How long would you park up for in between ventures?
We are full time living in our bus, we park up mostly at work site when we are working but will still go out freedom parking on days off.  In nearly 4 years of living on the road we have clocked up 34,000 kms

Did you do a lot of travelling off the beaten track?
Yep we have travelled from the top of the North Island to the bottom of the South and many roads in between.

Have you travelled in a housebus/motorhome overseas?
No but would consider doing Aussie one day, but no rush.

What was your most favourite place to stay in NZ?
For me Molly it has been Kai Iwi Lake, just above Dargaville.  For Mat it’s a place we call the pit, on the Matata straight between Te Puke and Whakatane, right on the beach.

How did you work out where you were going next?
Its been pretty much pick a direction and head there, most of the time work dictates our first direction and then if we have  some days, weeks or months off we pick a part of the country we want to visit and go there.  It also depends on who you meet up with on the way, be it an old friend or a new one.  You might change your plans and travel together for a while.

Did you find yourself stopping regularly to take in the sights?
Yep we do that all the time.  That’s the beauty of living in the bus, we can stop and stay anywhere for as long or as little as we want.

In NZ, what was the best island for roads to travel? north or south?
The North can be busy at times and the South is a lot less traffic, but it depends on where you’re going really.  We travel both North and South Island regularly every year. Reality is although with the new motor we can travel at speed easily we still just cruise along enjoying the sites and looking over hedges to see what’s there.  There is no rush to get anywhere and if you get tired you just pull over and stop. After all the speed limit for a heavy vehicle is only 90kms

Have you ever hooked up with a fair and if so, what was it like for you?
No, but if we see the Gypsy Travellers on the road we always stop and have a look around.

Would you prefer to stay in a motorcamp or find a friendly farmer or other landowner?
No we only ever stay at one camp on one of our jobs and it’s a pretty cool place.  Papamoa Village Holiday Park.  They charge $100 per week and we only stay there while working.  Otherwise we stay on site at work or at POP stops (Park Over Properties through the NZMCA) Mostly we freedom park when travelling around.

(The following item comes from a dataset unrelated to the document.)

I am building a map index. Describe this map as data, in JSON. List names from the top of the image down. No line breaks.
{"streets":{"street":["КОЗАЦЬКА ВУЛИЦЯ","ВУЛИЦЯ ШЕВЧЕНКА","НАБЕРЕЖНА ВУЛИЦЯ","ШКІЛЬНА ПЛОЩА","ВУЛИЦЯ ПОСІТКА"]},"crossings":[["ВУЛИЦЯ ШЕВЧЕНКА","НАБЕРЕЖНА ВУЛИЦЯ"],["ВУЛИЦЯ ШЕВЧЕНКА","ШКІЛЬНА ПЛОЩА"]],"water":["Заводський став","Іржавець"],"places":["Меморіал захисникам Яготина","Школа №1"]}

What would you most like to forget?

How did other people you meet on your travels interact with you?
Most people are good, we have a lot of people knocking on our door asking to have a look inside and asking about our life.  We often get people taking photos of our bus etc.  But then she is a classic after all.  Other motorhomers are normally friendly but we do find that because we are an older bus and a younger generation than some of the motorhomers out there, they are a little hesitant to get to know us at first.  Of course you still get those ones that think that because they have $200,000 plus motorhome they are better than anybody else but we just blow those ones off.  We are into real people who like to have fun and enjoy life and don’t really care what you own or who you are.

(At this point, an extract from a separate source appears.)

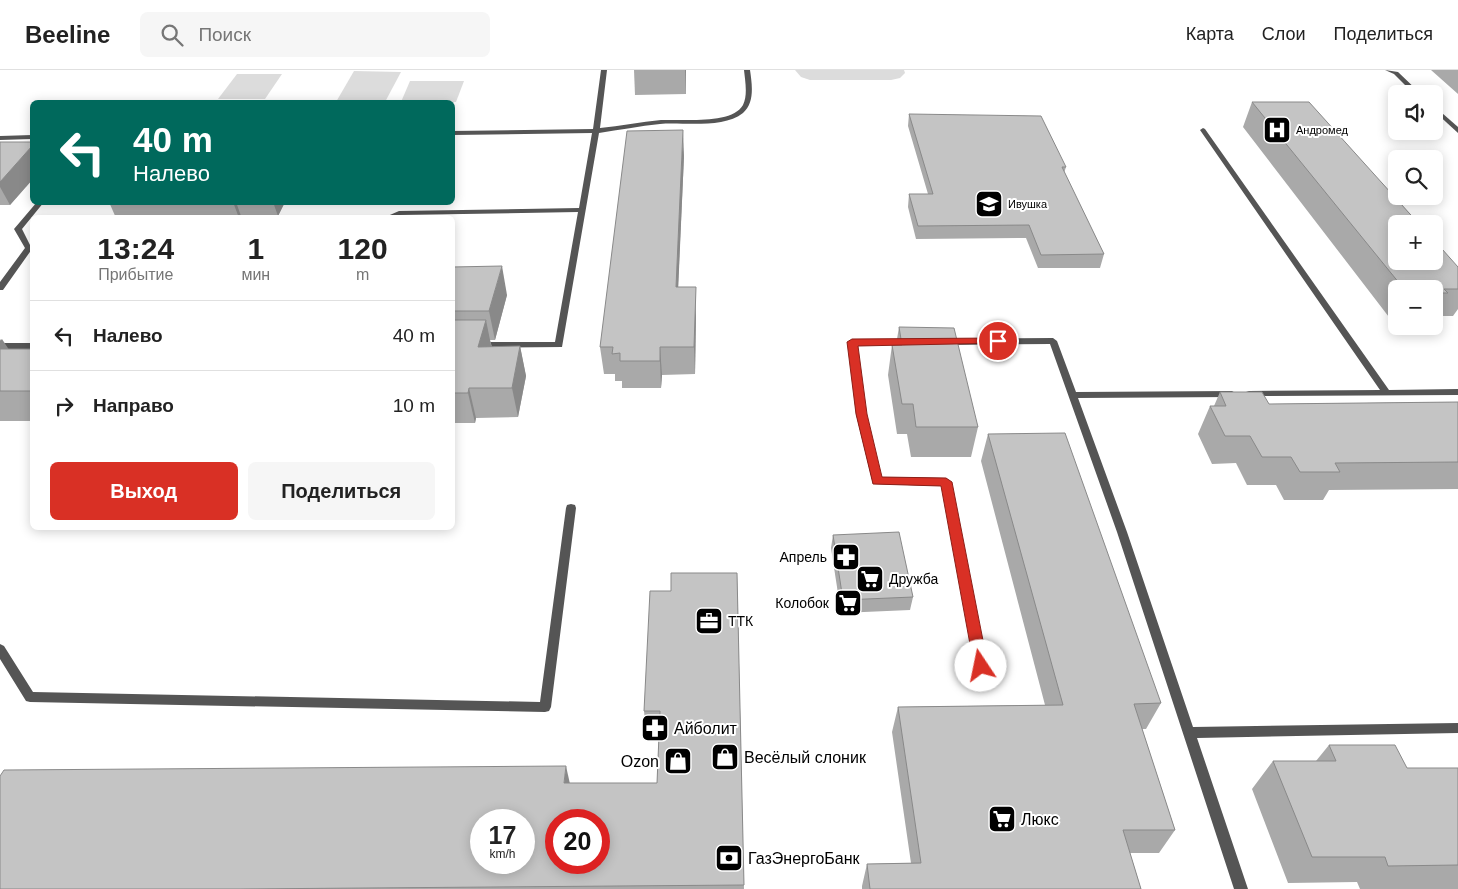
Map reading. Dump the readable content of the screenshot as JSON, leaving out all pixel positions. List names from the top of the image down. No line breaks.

Any tips for prospective housebussers and road folk starting out?
Talk to people, have a look in as many buses, trucks, motorhomes you can find.  Don’t buy the first one you see.
Assess your needs and what you want from it. Do some research on what’s available and where to find work.
Describe the best thing about being able to travel in a housebus?    The freedom to live life how you want.  You can go anywhere anytime you want. The people you meet, the places you visit. No Stress, having quality time with you partner and having the time to take life as it comes.

How many people did you travel with?
We travel with ourselves and sometimes with other buses, depends on where you’re going and who you’re going with.

Children? How did they find travelling around? Is/was schooling difficult?
What’s the one thing in your housebus you can’t possibly do without?

What do you think is the toughest thing about travelling around in a bus these days?
Idiot drivers.

Did you have the toys? motorbikes, boats etc while travelling?
We tow a 1990 MX5 Sports car, have free to air tv, a massive dvd collection, wii computer game, computer with broadband, kontiki for fishing, we have everything a normal home has (even a washing machine) its all just kept in a smaller mobile home.

What was your most memorable moment or period while on the road?
We are still travelling, ask us again in 20 years time.

Finally, are you still on the road?
Yep and have no intention of stopping.  Don’t ever want to live in a house again, doing the same old stuff day in day out. Our life is much better now than it has ever been.  We always have a full pantry and fridge, there’s always a beer and wine in the fridge and we never go without anything. There’s always diesel in the bus and RUC’s. Plus we get to see some amazing beautiful places and meet some fantastic people. Why would you stop?

Some additional thoughts…
We have lived on the road in our 1954 Seddon for nearly 4 years.  There have been a lot of ups and a couple of downs.  It’s not a life for everyone, you have to like being on the move, meeting new people and doing new things. We love this lifestyle, we love our bus.  I think so long as you have the right attitude and are prepared to work, you will always find work.  We always try to help fellow travellers, we take care of the environment around us and never leave a mess.  Our main aim in life is to enjoy it and New Zealand is a pretty amazing beautiful country and one we should all be thankful to have.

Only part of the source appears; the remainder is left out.